§ EXERCISE DIRECTIONS
When a line of the entries contains "text", please list that line.
──────── THE DATA
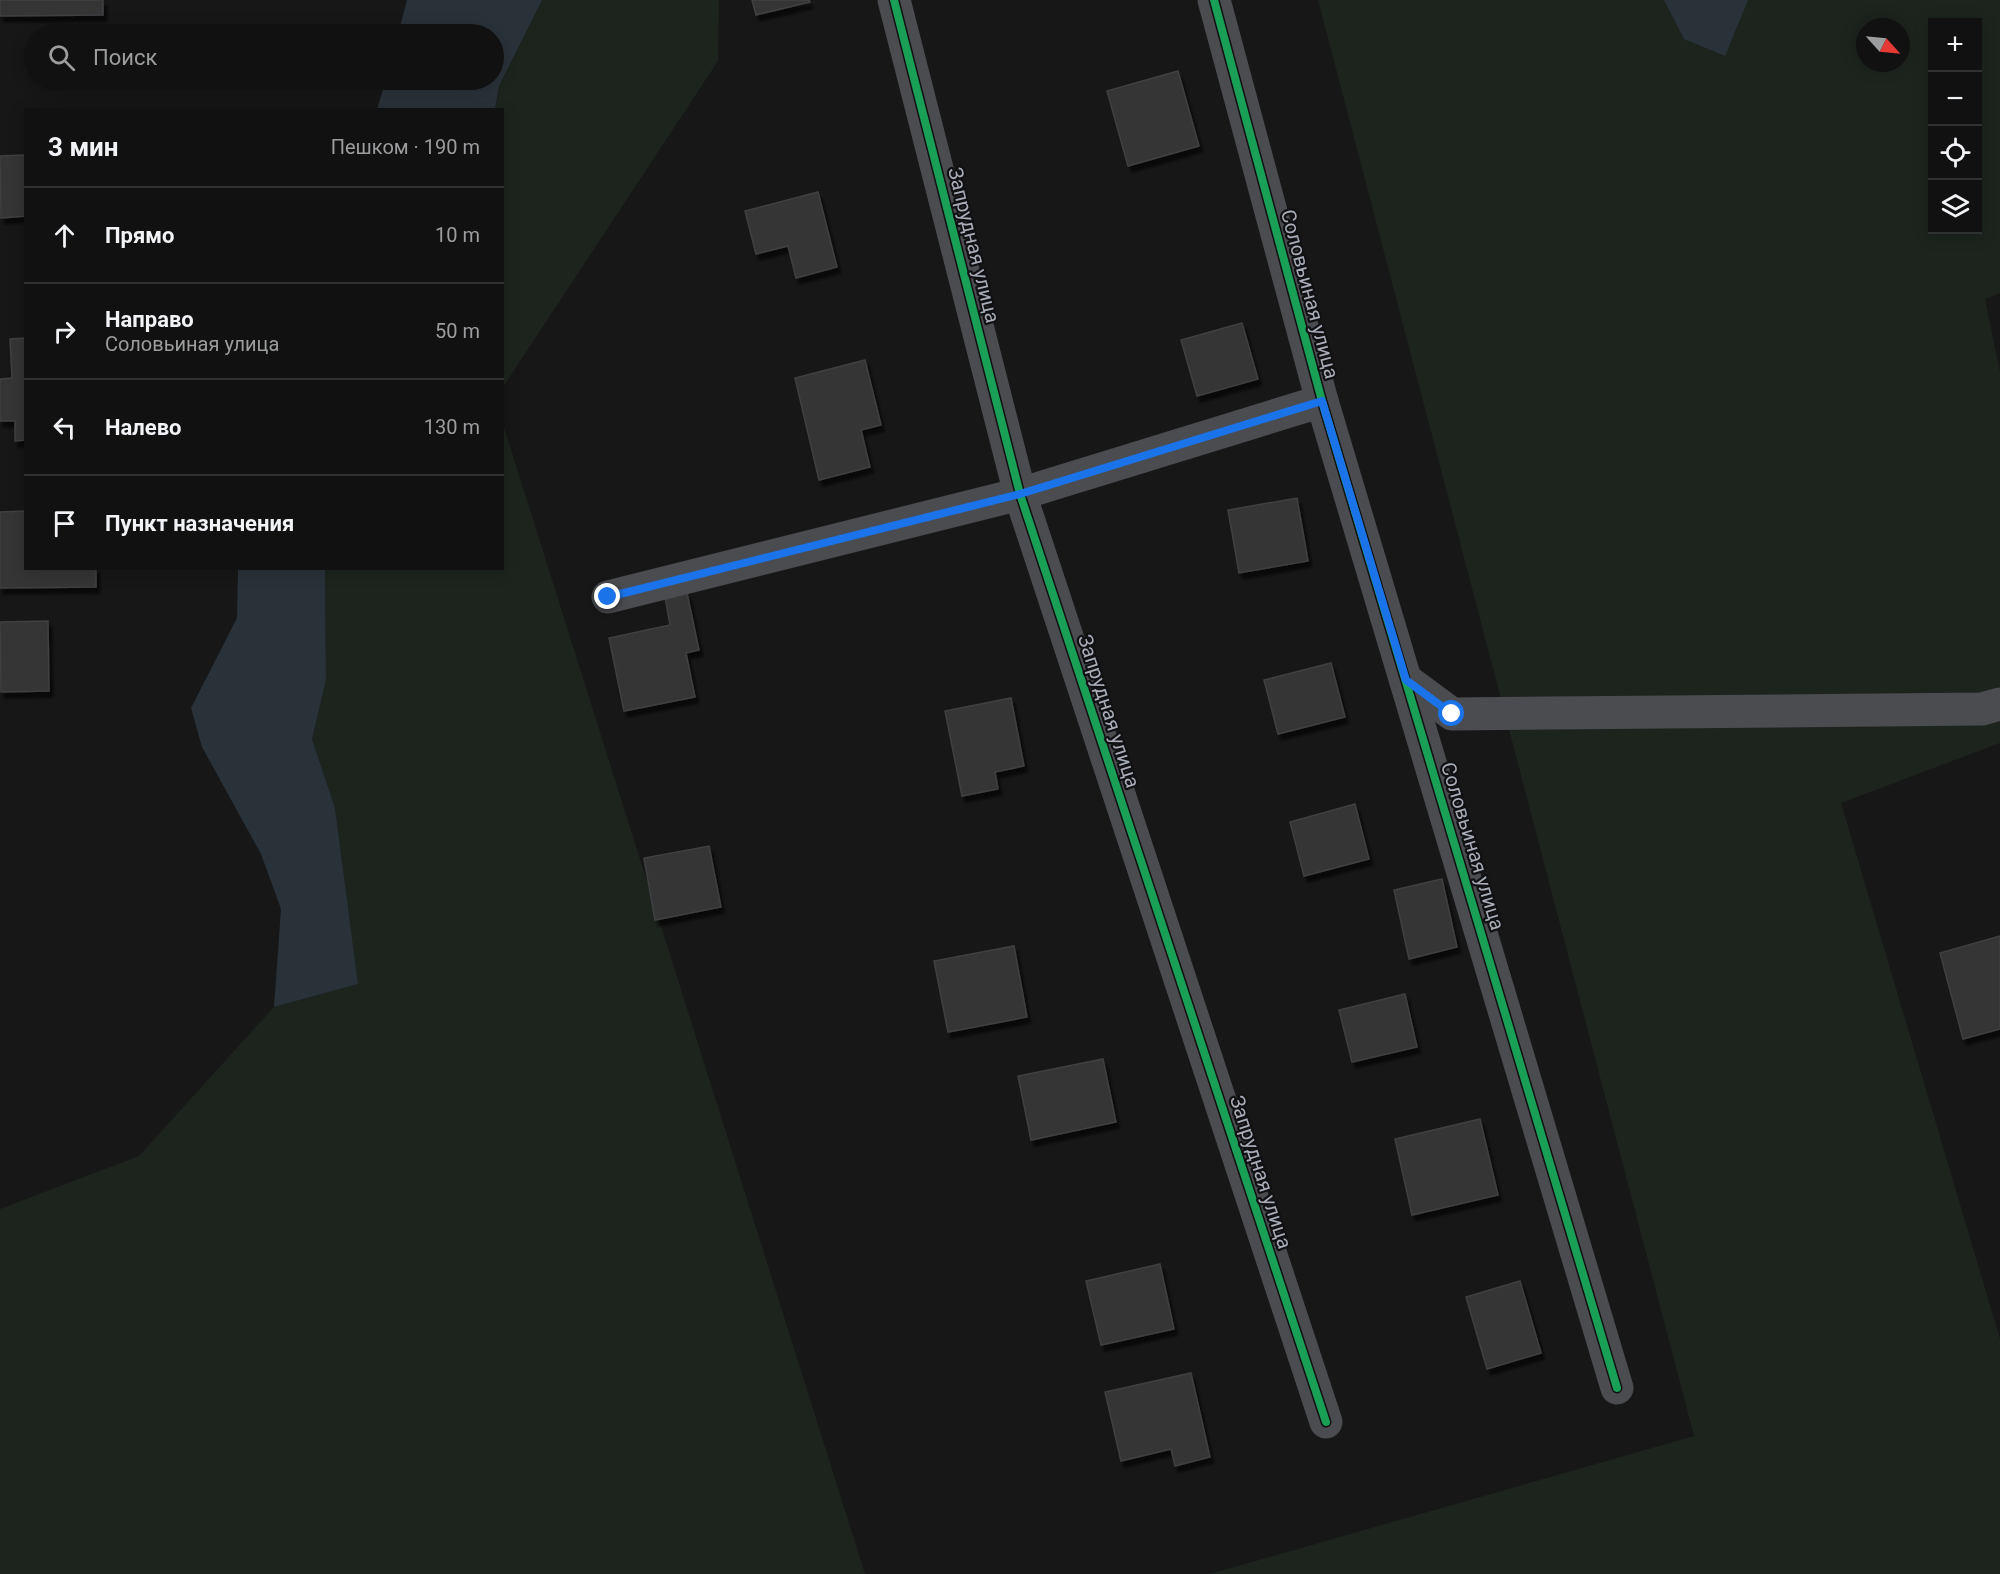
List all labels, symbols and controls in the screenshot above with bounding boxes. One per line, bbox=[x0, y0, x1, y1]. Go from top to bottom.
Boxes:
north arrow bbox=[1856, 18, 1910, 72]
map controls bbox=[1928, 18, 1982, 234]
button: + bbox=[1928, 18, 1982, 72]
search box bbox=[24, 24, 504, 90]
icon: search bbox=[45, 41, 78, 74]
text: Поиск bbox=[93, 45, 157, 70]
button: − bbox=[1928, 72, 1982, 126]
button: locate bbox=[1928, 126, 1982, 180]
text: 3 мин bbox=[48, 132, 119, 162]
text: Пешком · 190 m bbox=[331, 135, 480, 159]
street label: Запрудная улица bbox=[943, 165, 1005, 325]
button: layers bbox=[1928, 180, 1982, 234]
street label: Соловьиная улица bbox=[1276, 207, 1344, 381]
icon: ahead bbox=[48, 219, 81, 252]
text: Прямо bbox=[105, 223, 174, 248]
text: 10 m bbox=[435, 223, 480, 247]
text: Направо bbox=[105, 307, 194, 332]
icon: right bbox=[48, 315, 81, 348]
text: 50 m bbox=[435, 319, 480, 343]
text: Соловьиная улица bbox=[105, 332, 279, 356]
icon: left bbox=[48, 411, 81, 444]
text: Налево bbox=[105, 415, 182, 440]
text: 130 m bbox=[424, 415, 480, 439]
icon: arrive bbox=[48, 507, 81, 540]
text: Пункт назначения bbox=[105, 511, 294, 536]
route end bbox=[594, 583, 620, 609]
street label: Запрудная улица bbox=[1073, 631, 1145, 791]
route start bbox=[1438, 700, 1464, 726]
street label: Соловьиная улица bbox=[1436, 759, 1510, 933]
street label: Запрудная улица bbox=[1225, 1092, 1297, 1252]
────────────────
§ RESULT OF THE TASK
text: Поиск bbox=[93, 45, 157, 70]
text: 3 мин bbox=[48, 132, 119, 162]
text: Пешком · 190 m bbox=[331, 135, 480, 159]
text: Прямо bbox=[105, 223, 174, 248]
text: 10 m bbox=[435, 223, 480, 247]
text: Направо bbox=[105, 307, 194, 332]
text: 50 m bbox=[435, 319, 480, 343]
text: Соловьиная улица bbox=[105, 332, 279, 356]
text: Налево bbox=[105, 415, 182, 440]
text: 130 m bbox=[424, 415, 480, 439]
text: Пункт назначения bbox=[105, 511, 294, 536]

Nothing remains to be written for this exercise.